Collected data entries:

-------------------------

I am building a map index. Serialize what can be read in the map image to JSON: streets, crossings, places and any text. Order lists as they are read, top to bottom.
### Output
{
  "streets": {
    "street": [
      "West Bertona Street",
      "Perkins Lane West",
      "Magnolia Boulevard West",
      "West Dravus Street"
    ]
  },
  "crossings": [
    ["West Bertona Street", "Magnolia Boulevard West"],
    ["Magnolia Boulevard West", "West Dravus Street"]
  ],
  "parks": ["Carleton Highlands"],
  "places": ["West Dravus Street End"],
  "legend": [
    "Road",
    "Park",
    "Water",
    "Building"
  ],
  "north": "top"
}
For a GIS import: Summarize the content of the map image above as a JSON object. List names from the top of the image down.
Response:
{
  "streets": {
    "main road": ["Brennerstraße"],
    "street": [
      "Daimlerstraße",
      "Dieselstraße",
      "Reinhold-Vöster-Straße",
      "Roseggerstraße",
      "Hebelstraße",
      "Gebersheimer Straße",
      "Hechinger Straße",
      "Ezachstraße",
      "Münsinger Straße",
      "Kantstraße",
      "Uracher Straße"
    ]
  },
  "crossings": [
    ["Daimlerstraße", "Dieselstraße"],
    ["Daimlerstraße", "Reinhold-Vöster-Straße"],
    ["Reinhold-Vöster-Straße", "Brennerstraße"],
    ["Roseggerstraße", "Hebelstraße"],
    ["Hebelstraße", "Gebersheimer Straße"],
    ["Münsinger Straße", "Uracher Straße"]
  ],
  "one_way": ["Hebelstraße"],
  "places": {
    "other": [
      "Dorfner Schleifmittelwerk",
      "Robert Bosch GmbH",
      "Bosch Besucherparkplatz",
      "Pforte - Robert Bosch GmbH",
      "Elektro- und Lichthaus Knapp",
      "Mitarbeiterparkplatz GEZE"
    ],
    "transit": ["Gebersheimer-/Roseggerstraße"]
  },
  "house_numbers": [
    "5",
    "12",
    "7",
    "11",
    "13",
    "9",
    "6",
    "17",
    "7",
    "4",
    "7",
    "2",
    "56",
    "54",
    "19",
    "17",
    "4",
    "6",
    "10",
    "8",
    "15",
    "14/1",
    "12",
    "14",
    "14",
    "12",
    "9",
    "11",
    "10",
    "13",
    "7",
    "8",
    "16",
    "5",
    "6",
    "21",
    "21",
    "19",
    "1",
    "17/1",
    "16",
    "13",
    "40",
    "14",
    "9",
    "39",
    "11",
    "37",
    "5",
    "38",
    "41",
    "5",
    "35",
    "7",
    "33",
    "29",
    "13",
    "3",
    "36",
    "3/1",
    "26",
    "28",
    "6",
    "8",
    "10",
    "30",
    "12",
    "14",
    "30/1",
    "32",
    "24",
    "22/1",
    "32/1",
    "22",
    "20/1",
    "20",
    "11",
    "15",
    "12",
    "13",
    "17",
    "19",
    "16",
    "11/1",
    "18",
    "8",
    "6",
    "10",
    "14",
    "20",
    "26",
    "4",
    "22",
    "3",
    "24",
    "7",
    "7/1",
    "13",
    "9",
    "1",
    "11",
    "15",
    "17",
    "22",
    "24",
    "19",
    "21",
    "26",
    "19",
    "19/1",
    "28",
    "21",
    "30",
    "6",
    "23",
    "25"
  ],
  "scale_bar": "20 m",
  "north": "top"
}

-------------------------

Using the entries above, state the number of lines that include "Dravus". Add nothing else.

### ANSWER TO THE EXERCISE:
3